⟨

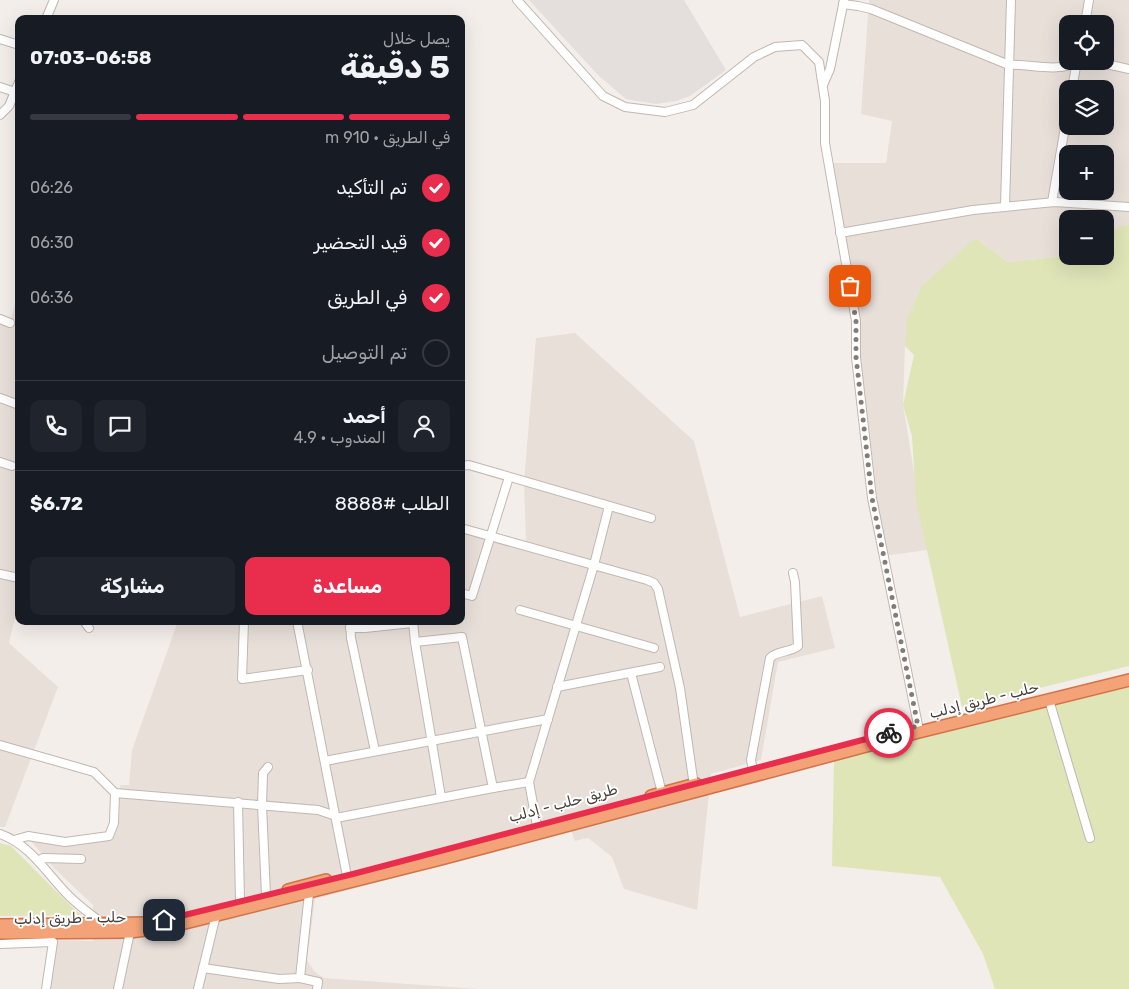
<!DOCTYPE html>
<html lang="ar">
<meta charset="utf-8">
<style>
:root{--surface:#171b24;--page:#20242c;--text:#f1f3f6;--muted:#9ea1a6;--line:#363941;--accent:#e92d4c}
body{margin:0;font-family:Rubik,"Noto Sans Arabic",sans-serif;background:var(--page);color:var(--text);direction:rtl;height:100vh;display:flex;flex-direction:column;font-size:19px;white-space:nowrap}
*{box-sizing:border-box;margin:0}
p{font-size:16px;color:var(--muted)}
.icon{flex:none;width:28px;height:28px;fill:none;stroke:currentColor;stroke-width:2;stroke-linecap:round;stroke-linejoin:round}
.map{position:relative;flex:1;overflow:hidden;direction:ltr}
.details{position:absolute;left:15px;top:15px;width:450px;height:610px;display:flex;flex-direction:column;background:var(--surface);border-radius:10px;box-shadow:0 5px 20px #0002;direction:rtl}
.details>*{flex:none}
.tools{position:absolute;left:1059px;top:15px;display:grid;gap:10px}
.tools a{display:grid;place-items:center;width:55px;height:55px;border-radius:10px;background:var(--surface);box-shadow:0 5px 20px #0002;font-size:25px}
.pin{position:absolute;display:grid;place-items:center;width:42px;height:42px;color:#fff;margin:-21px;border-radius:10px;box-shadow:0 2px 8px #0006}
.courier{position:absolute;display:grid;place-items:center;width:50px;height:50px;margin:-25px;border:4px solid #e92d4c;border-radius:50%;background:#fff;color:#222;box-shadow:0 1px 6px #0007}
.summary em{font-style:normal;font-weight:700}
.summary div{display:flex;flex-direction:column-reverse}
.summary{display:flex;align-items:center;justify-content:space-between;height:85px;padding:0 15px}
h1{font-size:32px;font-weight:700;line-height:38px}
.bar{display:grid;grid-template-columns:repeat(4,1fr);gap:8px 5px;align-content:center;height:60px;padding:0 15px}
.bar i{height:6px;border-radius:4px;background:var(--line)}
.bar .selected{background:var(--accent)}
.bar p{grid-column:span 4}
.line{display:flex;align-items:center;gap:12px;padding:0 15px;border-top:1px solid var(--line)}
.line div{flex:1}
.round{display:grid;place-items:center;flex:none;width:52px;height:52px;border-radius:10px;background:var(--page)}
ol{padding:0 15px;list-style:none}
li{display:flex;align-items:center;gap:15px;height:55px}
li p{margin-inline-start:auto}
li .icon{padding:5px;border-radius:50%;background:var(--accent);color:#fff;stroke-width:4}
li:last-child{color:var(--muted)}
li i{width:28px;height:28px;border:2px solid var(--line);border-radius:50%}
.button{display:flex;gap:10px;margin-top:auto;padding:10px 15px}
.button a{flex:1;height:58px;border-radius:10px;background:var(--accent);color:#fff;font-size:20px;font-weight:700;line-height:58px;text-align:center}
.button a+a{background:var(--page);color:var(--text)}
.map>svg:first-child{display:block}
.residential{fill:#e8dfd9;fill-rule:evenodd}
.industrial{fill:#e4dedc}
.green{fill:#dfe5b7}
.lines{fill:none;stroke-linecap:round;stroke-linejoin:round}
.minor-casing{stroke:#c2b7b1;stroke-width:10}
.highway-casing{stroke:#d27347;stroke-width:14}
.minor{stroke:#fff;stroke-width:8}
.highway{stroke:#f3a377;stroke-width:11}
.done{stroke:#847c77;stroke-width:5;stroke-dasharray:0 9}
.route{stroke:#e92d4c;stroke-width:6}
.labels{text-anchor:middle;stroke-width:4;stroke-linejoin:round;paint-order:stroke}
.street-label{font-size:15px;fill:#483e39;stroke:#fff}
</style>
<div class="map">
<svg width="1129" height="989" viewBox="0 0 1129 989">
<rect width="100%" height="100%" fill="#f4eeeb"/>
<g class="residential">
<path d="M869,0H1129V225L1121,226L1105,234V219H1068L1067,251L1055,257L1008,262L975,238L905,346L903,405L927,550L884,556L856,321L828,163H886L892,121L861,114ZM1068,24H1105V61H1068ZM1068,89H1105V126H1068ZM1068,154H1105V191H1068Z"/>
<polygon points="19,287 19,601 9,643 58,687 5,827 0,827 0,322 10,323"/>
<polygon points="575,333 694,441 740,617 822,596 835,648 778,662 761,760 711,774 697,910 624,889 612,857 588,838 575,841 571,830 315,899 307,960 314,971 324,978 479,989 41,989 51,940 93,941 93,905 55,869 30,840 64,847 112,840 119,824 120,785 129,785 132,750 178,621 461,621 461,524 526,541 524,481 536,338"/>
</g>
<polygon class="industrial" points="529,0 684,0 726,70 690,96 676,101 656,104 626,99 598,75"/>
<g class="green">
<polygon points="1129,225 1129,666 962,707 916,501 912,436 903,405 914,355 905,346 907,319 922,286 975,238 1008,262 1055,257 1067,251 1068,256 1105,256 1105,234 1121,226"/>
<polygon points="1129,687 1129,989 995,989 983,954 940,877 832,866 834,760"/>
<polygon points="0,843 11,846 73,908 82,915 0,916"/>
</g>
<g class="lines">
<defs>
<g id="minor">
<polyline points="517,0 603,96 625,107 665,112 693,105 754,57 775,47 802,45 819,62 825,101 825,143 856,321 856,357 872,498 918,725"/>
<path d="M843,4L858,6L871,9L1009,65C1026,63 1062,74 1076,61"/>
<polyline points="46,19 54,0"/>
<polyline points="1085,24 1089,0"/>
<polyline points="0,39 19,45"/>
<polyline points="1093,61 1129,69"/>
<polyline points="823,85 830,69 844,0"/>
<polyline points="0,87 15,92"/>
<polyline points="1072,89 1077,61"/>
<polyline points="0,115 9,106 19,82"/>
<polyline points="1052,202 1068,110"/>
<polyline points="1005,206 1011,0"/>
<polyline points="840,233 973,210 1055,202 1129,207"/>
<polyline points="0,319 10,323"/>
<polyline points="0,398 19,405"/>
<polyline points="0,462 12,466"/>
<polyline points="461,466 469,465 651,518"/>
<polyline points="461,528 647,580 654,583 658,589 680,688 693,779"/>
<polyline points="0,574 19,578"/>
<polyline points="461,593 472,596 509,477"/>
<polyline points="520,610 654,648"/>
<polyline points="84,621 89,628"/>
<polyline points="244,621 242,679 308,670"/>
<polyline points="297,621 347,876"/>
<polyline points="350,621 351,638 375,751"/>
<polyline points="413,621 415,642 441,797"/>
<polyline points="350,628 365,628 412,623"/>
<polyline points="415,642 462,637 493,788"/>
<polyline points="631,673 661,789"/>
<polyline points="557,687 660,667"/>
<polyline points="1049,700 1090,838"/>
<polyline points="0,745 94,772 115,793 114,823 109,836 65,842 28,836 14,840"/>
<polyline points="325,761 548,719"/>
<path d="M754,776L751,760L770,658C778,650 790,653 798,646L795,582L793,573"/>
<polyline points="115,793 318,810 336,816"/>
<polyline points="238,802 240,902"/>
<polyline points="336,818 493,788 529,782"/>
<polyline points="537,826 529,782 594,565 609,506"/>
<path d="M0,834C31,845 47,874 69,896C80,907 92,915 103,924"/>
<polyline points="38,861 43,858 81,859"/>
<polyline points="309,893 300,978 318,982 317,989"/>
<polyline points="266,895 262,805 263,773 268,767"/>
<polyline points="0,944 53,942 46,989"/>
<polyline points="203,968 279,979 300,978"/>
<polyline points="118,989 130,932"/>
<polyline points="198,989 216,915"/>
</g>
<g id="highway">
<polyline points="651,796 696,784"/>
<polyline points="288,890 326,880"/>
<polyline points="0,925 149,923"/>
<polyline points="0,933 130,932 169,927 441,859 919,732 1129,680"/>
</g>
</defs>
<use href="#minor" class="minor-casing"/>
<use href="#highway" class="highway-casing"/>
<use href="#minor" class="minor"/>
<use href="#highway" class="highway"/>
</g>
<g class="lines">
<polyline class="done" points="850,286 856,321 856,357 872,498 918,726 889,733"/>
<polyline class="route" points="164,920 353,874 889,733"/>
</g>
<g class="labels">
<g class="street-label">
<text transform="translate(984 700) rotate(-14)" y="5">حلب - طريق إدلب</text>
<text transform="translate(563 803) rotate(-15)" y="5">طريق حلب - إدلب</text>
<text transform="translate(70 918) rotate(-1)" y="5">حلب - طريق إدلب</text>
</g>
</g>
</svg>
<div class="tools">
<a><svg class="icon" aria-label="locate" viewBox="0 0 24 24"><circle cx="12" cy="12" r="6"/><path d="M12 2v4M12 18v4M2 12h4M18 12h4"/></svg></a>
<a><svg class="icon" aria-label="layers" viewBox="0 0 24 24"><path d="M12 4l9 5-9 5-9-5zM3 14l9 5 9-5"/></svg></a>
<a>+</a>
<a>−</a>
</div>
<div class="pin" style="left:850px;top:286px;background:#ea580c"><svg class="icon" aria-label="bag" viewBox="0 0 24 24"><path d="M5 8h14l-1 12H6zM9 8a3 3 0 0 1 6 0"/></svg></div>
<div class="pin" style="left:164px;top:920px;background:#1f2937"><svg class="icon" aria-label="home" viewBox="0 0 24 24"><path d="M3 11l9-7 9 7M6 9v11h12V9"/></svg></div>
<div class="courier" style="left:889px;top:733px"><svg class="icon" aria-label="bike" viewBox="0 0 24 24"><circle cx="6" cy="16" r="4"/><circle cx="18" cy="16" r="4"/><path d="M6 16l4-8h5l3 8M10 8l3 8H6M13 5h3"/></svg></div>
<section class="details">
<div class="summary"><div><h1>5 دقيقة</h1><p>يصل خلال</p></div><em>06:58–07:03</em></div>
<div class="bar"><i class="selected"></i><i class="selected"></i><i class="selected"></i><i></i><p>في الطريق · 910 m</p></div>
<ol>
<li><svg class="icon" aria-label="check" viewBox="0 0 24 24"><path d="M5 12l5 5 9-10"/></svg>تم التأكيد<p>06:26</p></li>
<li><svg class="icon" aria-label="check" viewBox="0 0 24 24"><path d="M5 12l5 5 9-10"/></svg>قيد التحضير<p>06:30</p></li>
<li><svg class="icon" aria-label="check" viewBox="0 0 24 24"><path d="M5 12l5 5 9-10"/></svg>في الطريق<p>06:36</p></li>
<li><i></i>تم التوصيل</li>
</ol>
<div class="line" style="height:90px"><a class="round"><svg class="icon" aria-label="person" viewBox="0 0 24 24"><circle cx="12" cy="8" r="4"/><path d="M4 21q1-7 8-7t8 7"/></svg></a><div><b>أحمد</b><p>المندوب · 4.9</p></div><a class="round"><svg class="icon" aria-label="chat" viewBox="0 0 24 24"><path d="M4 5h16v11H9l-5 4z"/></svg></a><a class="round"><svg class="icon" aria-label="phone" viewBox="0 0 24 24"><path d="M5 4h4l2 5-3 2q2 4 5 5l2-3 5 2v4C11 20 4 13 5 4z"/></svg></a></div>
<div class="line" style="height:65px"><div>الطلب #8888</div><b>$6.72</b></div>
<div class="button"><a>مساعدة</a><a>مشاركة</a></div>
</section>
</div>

⟩

§ Work order
Among the records above, which lines hold the word "summary"? Copy each one.

§ Response box
.summary em{font-style:normal;font-weight:700}
.summary div{display:flex;flex-direction:column-reverse}
.summary{display:flex;align-items:center;justify-content:space-between;height:85px;padding:0 15px}
<div class="summary"><div><h1>5 دقيقة</h1><p>يصل خلال</p></div><em>06:58–07:03</em></div>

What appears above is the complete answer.